The patient snorted. “Like hell I will! I’m not long for this world, and….” Her voice trailed off in a faint squeak. Finally, she murmured, “I don’t want to die! Why won’t you find a doctor to help me?”

White fought tears for a long moment. “Because there are no doctors to find. None who can help you. They’ve all…left. Because they couldn’t make enough to take care of their families or themselves.” Gently, she took the patient’s hand and held it. The two women stared at each other for a long time. Nothing more was said, because there was nothing more to say.

At 4:39 a.m., the passionate Socialist Democrat presidential candidate passed away, a victim of uncontrollable ventricular fibrillation. The hospital administrator issued a brief press release announcing the lady’s shocking, untimely death. It also alerted news organizations that more details would be provided at a press conference scheduled for 9:00 a.m.
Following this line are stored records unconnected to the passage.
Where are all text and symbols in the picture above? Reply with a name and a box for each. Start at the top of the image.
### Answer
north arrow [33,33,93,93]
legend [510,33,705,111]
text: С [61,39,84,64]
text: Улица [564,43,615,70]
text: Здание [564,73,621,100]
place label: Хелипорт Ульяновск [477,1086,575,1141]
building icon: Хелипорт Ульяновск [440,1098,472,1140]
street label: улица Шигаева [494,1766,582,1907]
Standing before blinding lights, a forest of microphones and myriad TV cameras, the hospital’s chief executive patiently walked through medical details related to the candidate’s demise. In essence, a rare genetic condition had doomed the woman to heart problems and a short life. No, he couldn’t explain why it hadn’t been caught before. Yes, with the proper intervention—delicate surgery, which only a few physicians were trained to perform—she might have lived.
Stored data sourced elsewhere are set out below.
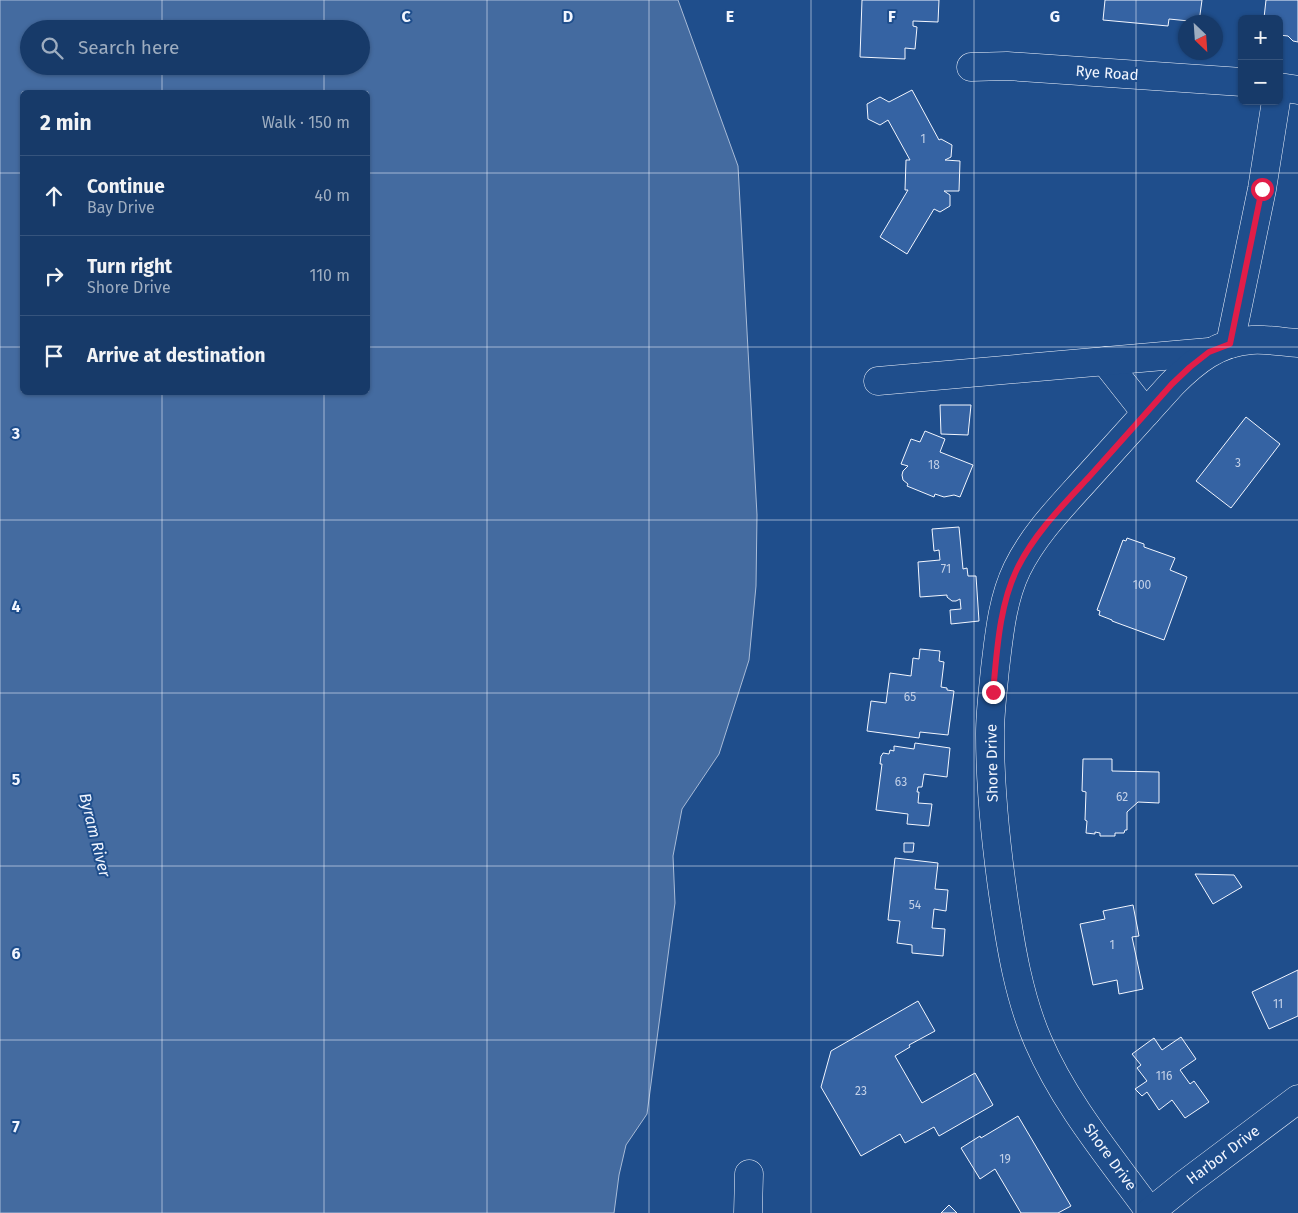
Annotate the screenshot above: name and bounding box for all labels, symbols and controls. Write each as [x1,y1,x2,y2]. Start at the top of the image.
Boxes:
text: C [401,7,411,26]
text: D [563,7,573,26]
text: E [726,7,734,26]
text: F [888,7,896,26]
text: G [1050,7,1060,26]
north arrow [1178,15,1223,60]
map controls [1238,15,1283,105]
button: + [1238,15,1283,60]
search box [20,20,370,75]
icon: search [38,34,66,62]
text: Search here [78,36,179,59]
button: − [1238,60,1283,105]
street label: Rye Road [1075,62,1139,84]
text: 2 min [40,110,92,136]
text: Walk · 150 m [262,113,350,132]
house number: 1 [920,132,926,146]
text: Continue [87,175,165,198]
route start [1251,178,1274,201]
icon: ahead [40,182,68,210]
text: 40 m [315,186,350,205]
text: Bay Drive [87,198,155,217]
text: Turn right [87,255,172,278]
icon: right [40,262,68,290]
text: 110 m [309,266,350,285]
text: Shore Drive [87,278,171,297]
icon: arrive [40,342,68,370]
text: Arrive at destination [87,344,266,367]
text: 3 [11,424,20,443]
house number: 3 [1235,456,1241,470]
house number: 18 [928,458,940,472]
house number: 71 [941,562,951,576]
house number: 100 [1133,578,1152,592]
text: 4 [11,597,21,616]
route end [982,681,1005,704]
house number: 65 [904,690,916,704]
street label: Shore Drive [982,724,1002,802]
text: 5 [12,770,21,789]
house number: 63 [895,775,907,789]
house number: 62 [1116,790,1128,804]
water label: Byram River [75,791,115,880]
house number: 54 [909,898,922,912]
house number: 1 [1109,938,1115,952]
text: 6 [11,944,21,963]
house number: 11 [1273,997,1283,1011]
house number: 116 [1156,1069,1172,1083]
house number: 23 [855,1084,867,1098]
text: 7 [12,1117,20,1136]
street label: Shore Drive [1080,1120,1140,1194]
street label: Harbor Drive [1183,1122,1263,1188]
house number: 19 [999,1152,1011,1166]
Shouted questions evoked blunt, shocking explanations about how quickly the former VP’s Universal Healthcare Act had devastated the entire American medical sector, driving critical-care physicians, nurses, technicians and other professionals from the field. Disbelieving reporters kept hammering away, refusing to accept what the administrator was espousing. In frustration, he called Nurse Donna White to the podium, introducing her as “the professional who took care of the former vice president throughout her final hours.”

White ignored the reporters’ howling and indignant gotcha questions, while slowly unfolding a slip of paper. Holding it aloft, she said, “Last night, my patient asked that I relay this handwritten message to all of you.” Slipping on a pair of glasses, she read:

“‘To my fellow Americans: I am humbled by your trust and faith in me and my message. With all my heart, I believed that message was true. But tonight, I have learned a very hard lesson. I was wrong, terribly wrong. Socialism and Medicare-for-All are doomed to fail. Socialism does not work!

“‘Bernie, Alexandria, Nancy, Chuck and all my other dear colleagues, please honor my sole, dying request:  Repeal the Universal Healthcare Act. It is directly responsible for my death. Rebuild America’s once-great healthcare sector. And please, please accept my sincere apologies for destroying it.”The nurse paused, held the page face-out to the cameras, and said, “Signed, Kamala Harris, former Vice President of the United States of America.”